My Mother is my female idol. I am a strong woman now because of what I grew up seeing in my Mom. She gave up custody of me to my Dad so that I would have a stable and supported upbringing. He was employed, at a government job. He’d have the means to protect me. I’ve spent a lot of my life not wanting to think about her giving me up. Obviously it affected me, but as I’m sure you’ve read, I’m good at ignoring things about myself.
I would view her decision now, at this point in my life, as a huge sacrifice. Something that took a lot of strength and courage. I’m sure I haven’t always viewed it this way. But knowing my Mom as I do now, I know it wasn’t because she didn’t love me, or didn’t want me. It was because she loved me that she did it.

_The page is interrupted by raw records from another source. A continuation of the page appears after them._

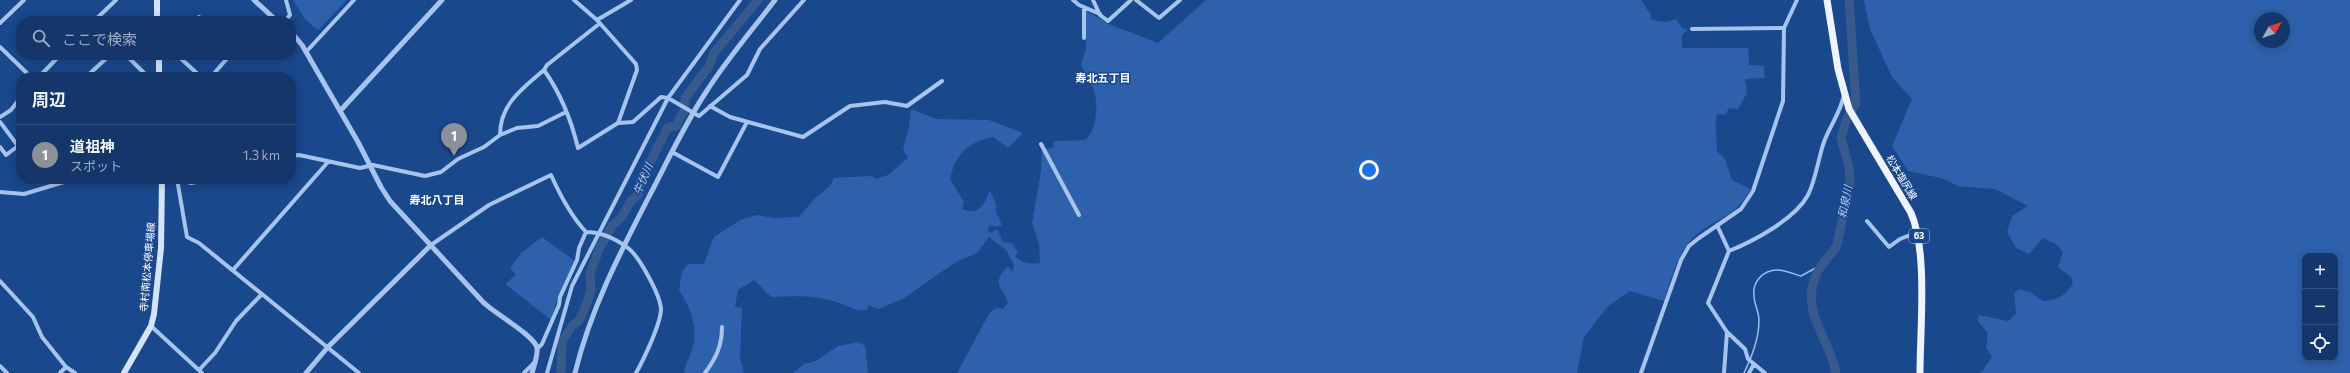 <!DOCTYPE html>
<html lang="ja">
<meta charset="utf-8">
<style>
:root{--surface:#14366a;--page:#214172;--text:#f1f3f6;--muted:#9dabc1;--line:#33507e;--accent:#8c9099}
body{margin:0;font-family:Commissioner,"Noto Sans JP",sans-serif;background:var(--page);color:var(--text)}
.controls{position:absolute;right:12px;bottom:12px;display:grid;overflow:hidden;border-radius:8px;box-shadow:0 2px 10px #0003}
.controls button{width:36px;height:36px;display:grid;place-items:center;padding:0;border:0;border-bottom:1px solid var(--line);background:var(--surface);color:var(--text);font:20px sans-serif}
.compass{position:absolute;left:2254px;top:12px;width:36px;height:36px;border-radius:50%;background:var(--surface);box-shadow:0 2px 10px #0003;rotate:50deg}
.you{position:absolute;left:1369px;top:170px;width:14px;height:14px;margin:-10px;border:3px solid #fff;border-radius:50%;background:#1a73e8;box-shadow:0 0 0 6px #1a73e833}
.badge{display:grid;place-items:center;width:26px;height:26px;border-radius:50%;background:var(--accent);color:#fff;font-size:13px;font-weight:700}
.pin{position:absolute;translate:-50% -33px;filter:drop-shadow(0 1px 2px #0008)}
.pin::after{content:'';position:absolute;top:21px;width:14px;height:12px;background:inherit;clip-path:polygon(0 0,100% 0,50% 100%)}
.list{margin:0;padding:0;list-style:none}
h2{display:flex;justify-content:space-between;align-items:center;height:52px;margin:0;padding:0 16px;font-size:17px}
h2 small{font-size:13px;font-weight:400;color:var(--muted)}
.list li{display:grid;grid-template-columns:26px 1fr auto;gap:12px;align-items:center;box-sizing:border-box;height:60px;padding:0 16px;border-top:1px solid var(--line)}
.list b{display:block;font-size:15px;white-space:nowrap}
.list p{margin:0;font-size:13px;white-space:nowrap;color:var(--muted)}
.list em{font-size:13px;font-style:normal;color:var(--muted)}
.icon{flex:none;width:22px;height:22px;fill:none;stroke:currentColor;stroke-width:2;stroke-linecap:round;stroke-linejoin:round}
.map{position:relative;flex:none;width:2350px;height:373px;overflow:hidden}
.search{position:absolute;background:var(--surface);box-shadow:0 2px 10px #0003;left:16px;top:16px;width:280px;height:44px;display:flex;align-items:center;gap:10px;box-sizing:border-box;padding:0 14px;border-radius:16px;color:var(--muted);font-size:15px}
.panel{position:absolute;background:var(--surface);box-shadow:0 2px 10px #0003;left:16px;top:72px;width:280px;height:112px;border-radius:16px}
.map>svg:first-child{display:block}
</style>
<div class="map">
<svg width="2350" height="373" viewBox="0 0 2350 373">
<rect width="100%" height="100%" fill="#1a488d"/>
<path fill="#2d61ab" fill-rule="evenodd" d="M293 0H347L318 30 305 19Z
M1206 0H1641L1651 15V20L1667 22 1676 19 1682 28 1687 30 1682 35V48H1748L1749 65 1764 66 1765 78 1745 79 1747 93 1738 109 1729 108 1725 115 1717 114C1714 126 1717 138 1717 151L1725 159 1732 180 1751 189C1733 221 1712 218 1691 240 1676 256 1671 281 1664 301L1630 291 1608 306 1584 337 1577 373H957L990 312 997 308 1003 309 1008 303C1004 287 990 286 1007 267H1009L1012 272 1014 265 1006 250 989 237 977 253 956 262 904 298 879 309 868 305V309C857 313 852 307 842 304 817 295 796 296 771 297L754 280 738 290 735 306 742 308 740 358 744 373H684C686 361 688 362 691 353 700 330 691 309 679 290L682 272 688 264H704L714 237 740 220 757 215 774 218 799 217 814 199 830 186 834 178 872 176 876 179 888 175 908 158 903 148 909 127 911 109 936 119 989 120 1023 133 1008 148 993 137C968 142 955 155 950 179L964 202 962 209C980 216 983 205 990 191L997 206 995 209 1002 225 995 227 989 225 988 231 991 233 997 229 1003 242 1012 243 1018 253 1015 256C1022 264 1030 264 1040 263L1039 244 1032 223 1041 171 1042 149 1053 148 1054 141 1085 140C1097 132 1099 101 1093 88 1090 80 1085 73 1081 65L1086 49V11L1111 25 1158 43Z
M1864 0H2350V373H1981L1992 357 1986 348 1988 333 1977 320 1979 315 2008 321 2016 314 2014 294 2019 289 2030 292 2043 301C2058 300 2065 296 2073 283L2071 277 2058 267 2063 252 2056 244 2043 238 2029 254 2016 248 2007 232 2012 216 2028 206 1995 189 1958 186 1941 178 1908 171 1892 146 1912 99 1892 77 1870 29ZM2260 18H2284V42H2260ZM2305 256H2335V358H2305Z
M542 237 575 261 558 297 551 320 505 284 516 275 510 268 521 253Z
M859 342 865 346 868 373H793L804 364 816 361 838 346Z"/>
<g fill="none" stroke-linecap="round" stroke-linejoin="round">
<path stroke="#99bef0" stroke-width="1.5" d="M1744 373C1752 356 1759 339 1759 320 1759 312 1754 304 1754 296 1752 282 1763 270 1777 270 1785 270 1794 274 1801 276L1821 265"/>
<path stroke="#38598c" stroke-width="9" d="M561 373 562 341 573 325 579 321 587 303 591 290 590 273 600 247 612 226 621 218 631 201 639 194 640 182 668 127 676 126 684 111 685 98 709 66 714 53 758 0
M1836 373C1830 339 1800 313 1816 275 1821 263 1831 256 1837 245L1850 181 1849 167 1841 138 1847 118 1856 103 1849 0"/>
<path stroke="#a6c4ee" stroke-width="4" d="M574 0 597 20 636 64 637 70 618 123
M1073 0 1079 5 1100 14
M1093 0 1100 15 1108 21 1131 0
M1136 0 1159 18 1180 0
M1084 7V38
M597 20 631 0
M94 21 116 0
M196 21 199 17 203 21
M265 21 270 16
M285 21 290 15 286 0
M0 23 24 0
M1692 29 1784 28
M0 47 31 77
M306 52 354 0
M126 55 148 77
M177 55 201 77
M544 70C561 94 571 119 578 148L618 123 633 122 661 97 668 98 699 116 747 75 760 49 804 0
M39 77 60 55
M86 77 110 55
M211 77 230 55
M710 106 730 117 803 137 850 106 885 102 907 106 942 81
M0 117 11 110 21 97
M0 122 18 146 6 155 0 147
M500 135 517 128 538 126 566 112
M1041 144 1079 215
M672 152 718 177 747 122
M291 156 299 155 360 168 373 165 425 176 441 172 458 159 484 147 500 135C500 104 522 89 544 70L547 65 599 24
M213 179 191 183 177 179 187 237 199 243 359 373
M0 192 24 194 74 179
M1867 221 1889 247 1900 239 1918 232
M1717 225 1729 251 1708 303 1727 332
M431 245 489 205 551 175C560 195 571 216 586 232 601 232 616 239 628 248 639 256 661 296 661 310 660 325 644 359 636 373
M1729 251C1754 241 1795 219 1808 195 1816 179 1818 159 1824 142 1830 125 1840 114 1844 95
M233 270 328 162
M0 281 33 317 42 337 66 367 60 373
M151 326 202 373
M537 349 542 344 559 305 560 297 577 260 579 248 586 232
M0 366 7 373
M66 367 75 373
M199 370 215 353 236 321 262 294
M524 373 535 362
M547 373 572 286 668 98 740 0
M705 373C716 358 722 346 722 327
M1641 373 1681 260 1689 246 1699 238 1741 209 1753 191 1783 101 1784 28 1797 0
M1724 373 1727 332 1745 349 1748 359 1765 373
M1749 373 1754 364"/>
<path stroke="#a6c4ee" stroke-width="5" d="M254 0 277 21
M291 32 302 45 358 142 381 187 390 201 483 302C494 313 535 336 537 348 538 355 534 366 532 373
M340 111 442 0
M306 373 328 347 431 245
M575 373C591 307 623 247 654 187 671 154 687 120 708 89 728 58 753 29 775 0"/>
<path stroke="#d3e3fa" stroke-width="6" d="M157 0V21
M159 55V77
M124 373 151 326 154 314 161 248 162 179"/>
<path stroke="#edf3ff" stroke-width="7" d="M1827 0 1838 69 1849 109 1911 213C1928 252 1920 329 1920 373"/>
</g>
<g text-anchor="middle" stroke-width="3" stroke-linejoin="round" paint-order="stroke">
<rect fill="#1a488d" stroke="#bac8dd" stroke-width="1" x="1909" y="229" width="20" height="14" rx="3"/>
<g font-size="9" font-weight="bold" fill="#fff">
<text x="1919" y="239">63</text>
</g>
<g font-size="10" fill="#fff" stroke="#1a488d">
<text transform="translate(1902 177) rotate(59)" y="4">松本塩尻線</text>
<text transform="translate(147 267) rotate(-85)" y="4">寺村南松本停車場線</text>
</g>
<g font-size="11" font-weight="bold" fill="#fff" stroke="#1a488d">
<text x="1103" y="82">寿北五丁目</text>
<text x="437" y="204">寿北八丁目</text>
</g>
<g font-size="11" font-style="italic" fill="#b2cef5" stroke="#1a488d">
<text transform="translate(643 179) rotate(-67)" y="4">牛伏川</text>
<text transform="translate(1845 202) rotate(-79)" y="4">和泉川</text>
</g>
</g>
</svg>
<div class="controls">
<button>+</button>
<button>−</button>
<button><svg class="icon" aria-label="locate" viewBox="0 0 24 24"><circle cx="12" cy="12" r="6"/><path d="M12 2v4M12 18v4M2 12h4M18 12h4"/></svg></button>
</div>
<svg class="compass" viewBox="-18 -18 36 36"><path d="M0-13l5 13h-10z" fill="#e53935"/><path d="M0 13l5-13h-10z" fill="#9dabc1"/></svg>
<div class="you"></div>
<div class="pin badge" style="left:454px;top:156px">1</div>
<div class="search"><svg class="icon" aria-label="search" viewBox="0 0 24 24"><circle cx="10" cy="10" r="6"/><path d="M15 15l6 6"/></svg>ここで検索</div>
<section class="panel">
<h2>周辺<small></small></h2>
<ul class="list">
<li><span class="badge">1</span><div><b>道祖神</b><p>スポット</p></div><em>1.3 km</em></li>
</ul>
</section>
</div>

My Mom married again when I was 8, and wound up having my 1.5 siblings (3 half siblings). I do not consider them half siblings in reality, they are my brother, and sister and sister. She became estranged from this husband around the time they were building a house. She wound up being the one who finished the house construction (coordinating the contractors) and then raised my 3 siblings by herself from that point. During this time, she was working towards attaining her Certified General Accountant’s designation. Once she achieved her CGA she then had her job taken out from under her. Undeterred, she found a better job (even if it has some quirks).
I have a lot in common with my Mom – we both love purple, have a common love of British comedy, and British rock/pop music, and I’d say we both have eclectic tastes in fashion. 🙂
Other than my wife, my Mom is the strongest woman I know. I hope I can make her proud as a strong daughter.
My Dad is my male idol. I was able to make it to where I am now because of him. Without his guidance, I surely would have failed at blending in so well as a boy, and later as a man. He did what any Dad should be expected to do, raised his son. And raised him well. I learned to camp, hike, appreciate the outdoors, excel at sports, excel intellectually, treat others with respect, and I learned to love to argue.
I am a stubborn person. As is my Dad. We have spent many many hours arguing. Sometimes we argue, and we’re on the same side of the argument. I take responsibility for those arguments. I have an ability to see pretty much all sides to argument. I also love language, and sometimes, use it atypically when arguing, often starting my debate with a negative position (contrary to my actual position). My Dad has a tendency to hear the first few words of an argument, and assume the rest of your premise was following suit without listening. I knew he did this, and yet I still argued in a way that made that an issue. As I said, stubborn. 🙂
When it came down to the point where my Dad discovered my crossdressing, he did not react negatively. He was already angry because he thought I was having sex at age 14. That is understandable. He was not angry because I was wearing women’s clothing. Sure, it was uncomfortable when I finally admitted the clothing was mine, but it really wasn’t negativity. There was no, “don’t do it ever again.” 28 years ago, there was not a lot of information about transgender behaviours. Hell, the term didn’t even exist I don’t think. I’ve heard so many horror stories about other transgender people’s parents’ reactions. And my Dad’s reaction just makes me love him that much more.
I’m pretty sure I made my Dad proud as the boy, man and son I was. I hope, now, I can make him proud of me as the woman and daughter I am.
So, to both my parents – I say that I love you, respect you, and honour you. I am happy to be where I am in life, and I have you both to thank for that. So, thank you!